[Collected data]
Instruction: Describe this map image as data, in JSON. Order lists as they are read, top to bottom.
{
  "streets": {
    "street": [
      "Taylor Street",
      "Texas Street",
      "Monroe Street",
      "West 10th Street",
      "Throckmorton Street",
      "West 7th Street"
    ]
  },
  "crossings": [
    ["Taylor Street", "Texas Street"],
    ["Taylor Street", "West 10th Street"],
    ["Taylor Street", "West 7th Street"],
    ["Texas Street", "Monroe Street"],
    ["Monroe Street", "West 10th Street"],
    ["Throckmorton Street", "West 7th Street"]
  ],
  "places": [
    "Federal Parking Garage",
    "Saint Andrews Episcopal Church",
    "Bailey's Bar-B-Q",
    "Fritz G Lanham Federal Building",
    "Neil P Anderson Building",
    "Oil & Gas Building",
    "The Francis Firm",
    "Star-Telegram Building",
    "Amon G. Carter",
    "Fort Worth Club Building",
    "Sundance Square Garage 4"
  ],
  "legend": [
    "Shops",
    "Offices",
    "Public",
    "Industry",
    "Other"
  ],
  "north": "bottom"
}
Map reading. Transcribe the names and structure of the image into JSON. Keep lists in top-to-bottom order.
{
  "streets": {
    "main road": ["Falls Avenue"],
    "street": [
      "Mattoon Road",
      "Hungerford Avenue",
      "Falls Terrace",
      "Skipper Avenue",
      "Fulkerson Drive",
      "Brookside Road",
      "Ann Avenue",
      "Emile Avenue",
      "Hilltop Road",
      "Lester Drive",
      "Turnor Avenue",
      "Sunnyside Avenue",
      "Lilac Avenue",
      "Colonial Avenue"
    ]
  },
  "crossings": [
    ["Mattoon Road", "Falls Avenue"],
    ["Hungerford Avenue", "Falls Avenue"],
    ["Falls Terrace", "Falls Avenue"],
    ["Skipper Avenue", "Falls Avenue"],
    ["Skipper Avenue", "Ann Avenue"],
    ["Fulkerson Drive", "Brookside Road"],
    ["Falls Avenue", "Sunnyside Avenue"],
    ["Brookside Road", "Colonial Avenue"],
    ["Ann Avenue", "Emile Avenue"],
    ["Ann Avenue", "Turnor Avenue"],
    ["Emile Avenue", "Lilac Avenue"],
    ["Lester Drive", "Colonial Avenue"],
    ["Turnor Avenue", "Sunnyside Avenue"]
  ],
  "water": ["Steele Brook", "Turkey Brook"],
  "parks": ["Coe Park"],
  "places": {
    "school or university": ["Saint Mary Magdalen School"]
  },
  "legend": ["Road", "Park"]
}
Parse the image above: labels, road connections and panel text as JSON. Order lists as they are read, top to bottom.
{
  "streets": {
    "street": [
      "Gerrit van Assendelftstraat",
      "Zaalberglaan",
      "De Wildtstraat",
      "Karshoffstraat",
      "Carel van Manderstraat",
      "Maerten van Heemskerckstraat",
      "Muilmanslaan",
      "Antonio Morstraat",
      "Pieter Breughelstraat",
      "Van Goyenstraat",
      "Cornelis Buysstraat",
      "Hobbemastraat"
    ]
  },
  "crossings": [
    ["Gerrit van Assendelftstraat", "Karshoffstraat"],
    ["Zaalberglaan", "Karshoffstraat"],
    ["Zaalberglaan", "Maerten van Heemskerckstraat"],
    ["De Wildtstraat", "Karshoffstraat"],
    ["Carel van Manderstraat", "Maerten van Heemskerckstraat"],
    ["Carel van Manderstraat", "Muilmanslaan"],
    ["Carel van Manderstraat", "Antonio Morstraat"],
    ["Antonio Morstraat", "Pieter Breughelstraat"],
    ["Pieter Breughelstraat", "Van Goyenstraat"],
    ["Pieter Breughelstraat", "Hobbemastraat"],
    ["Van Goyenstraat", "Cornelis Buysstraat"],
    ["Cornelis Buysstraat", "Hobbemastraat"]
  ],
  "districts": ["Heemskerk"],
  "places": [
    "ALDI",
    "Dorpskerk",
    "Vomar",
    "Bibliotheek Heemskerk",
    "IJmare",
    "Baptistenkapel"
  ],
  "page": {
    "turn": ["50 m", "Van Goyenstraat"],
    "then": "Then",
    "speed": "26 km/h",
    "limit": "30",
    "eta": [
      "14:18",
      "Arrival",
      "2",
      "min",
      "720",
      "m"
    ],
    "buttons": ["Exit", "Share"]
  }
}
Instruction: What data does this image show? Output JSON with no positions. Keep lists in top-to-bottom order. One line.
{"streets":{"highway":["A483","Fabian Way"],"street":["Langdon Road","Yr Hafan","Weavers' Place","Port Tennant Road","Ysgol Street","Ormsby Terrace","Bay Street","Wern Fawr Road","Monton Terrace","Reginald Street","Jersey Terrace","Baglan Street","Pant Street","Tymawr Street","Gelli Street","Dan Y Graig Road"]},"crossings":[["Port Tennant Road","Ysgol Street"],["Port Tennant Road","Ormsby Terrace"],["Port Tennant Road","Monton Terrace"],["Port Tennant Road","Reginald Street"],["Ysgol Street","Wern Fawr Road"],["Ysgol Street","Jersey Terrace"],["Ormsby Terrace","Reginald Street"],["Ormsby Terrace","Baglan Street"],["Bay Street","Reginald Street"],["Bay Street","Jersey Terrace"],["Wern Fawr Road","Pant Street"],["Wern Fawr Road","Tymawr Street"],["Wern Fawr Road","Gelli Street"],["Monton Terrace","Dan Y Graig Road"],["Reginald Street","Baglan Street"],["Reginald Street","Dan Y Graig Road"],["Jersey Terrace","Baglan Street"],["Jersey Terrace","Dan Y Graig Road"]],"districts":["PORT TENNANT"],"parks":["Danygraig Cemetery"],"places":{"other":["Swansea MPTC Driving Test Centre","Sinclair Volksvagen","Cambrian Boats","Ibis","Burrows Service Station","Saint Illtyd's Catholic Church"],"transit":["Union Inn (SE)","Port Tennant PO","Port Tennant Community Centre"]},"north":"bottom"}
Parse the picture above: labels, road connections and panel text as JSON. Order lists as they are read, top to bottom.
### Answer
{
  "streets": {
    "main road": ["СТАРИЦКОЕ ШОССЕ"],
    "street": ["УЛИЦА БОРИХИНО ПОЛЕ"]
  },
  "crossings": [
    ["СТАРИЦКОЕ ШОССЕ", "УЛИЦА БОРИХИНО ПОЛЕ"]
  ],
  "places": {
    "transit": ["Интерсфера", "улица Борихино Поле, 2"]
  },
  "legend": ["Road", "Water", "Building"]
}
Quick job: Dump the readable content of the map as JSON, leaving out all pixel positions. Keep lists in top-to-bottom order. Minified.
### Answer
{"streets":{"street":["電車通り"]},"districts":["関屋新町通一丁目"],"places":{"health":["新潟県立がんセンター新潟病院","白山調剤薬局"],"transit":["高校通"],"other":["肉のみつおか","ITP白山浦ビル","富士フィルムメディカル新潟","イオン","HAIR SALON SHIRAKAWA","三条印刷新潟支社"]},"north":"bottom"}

ABOUT THIS EXERCISE
From the line holding "Instruction: What data" through the final line of the data above, copy every line exactly as written. Include nothing else.

RESPONSE TO THIS TASK
Instruction: What data does this image show? Output JSON with no positions. Keep lists in top-to-bottom order. One line.
{"streets":{"highway":["A483","Fabian Way"],"street":["Langdon Road","Yr Hafan","Weavers' Place","Port Tennant Road","Ysgol Street","Ormsby Terrace","Bay Street","Wern Fawr Road","Monton Terrace","Reginald Street","Jersey Terrace","Baglan Street","Pant Street","Tymawr Street","Gelli Street","Dan Y Graig Road"]},"crossings":[["Port Tennant Road","Ysgol Street"],["Port Tennant Road","Ormsby Terrace"],["Port Tennant Road","Monton Terrace"],["Port Tennant Road","Reginald Street"],["Ysgol Street","Wern Fawr Road"],["Ysgol Street","Jersey Terrace"],["Ormsby Terrace","Reginald Street"],["Ormsby Terrace","Baglan Street"],["Bay Street","Reginald Street"],["Bay Street","Jersey Terrace"],["Wern Fawr Road","Pant Street"],["Wern Fawr Road","Tymawr Street"],["Wern Fawr Road","Gelli Street"],["Monton Terrace","Dan Y Graig Road"],["Reginald Street","Baglan Street"],["Reginald Street","Dan Y Graig Road"],["Jersey Terrace","Baglan Street"],["Jersey Terrace","Dan Y Graig Road"]],"districts":["PORT TENNANT"],"parks":["Danygraig Cemetery"],"places":{"other":["Swansea MPTC Driving Test Centre","Sinclair Volksvagen","Cambrian Boats","Ibis","Burrows Service Station","Saint Illtyd's Catholic Church"],"transit":["Union Inn (SE)","Port Tennant PO","Port Tennant Community Centre"]},"north":"bottom"}
Parse the picture above: labels, road connections and panel text as JSON. Order lists as they are read, top to bottom.
### Answer
{
  "streets": {
    "main road": ["СТАРИЦКОЕ ШОССЕ"],
    "street": ["УЛИЦА БОРИХИНО ПОЛЕ"]
  },
  "crossings": [
    ["СТАРИЦКОЕ ШОССЕ", "УЛИЦА БОРИХИНО ПОЛЕ"]
  ],
  "places": {
    "transit": ["Интерсфера", "улица Борихино Поле, 2"]
  },
  "legend": ["Road", "Water", "Building"]
}
Quick job: Dump the readable content of the map as JSON, leaving out all pixel positions. Keep lists in top-to-bottom order. Minified.
### Answer
{"streets":{"street":["電車通り"]},"districts":["関屋新町通一丁目"],"places":{"health":["新潟県立がんセンター新潟病院","白山調剤薬局"],"transit":["高校通"],"other":["肉のみつおか","ITP白山浦ビル","富士フィルムメディカル新潟","イオン","HAIR SALON SHIRAKAWA","三条印刷新潟支社"]},"north":"bottom"}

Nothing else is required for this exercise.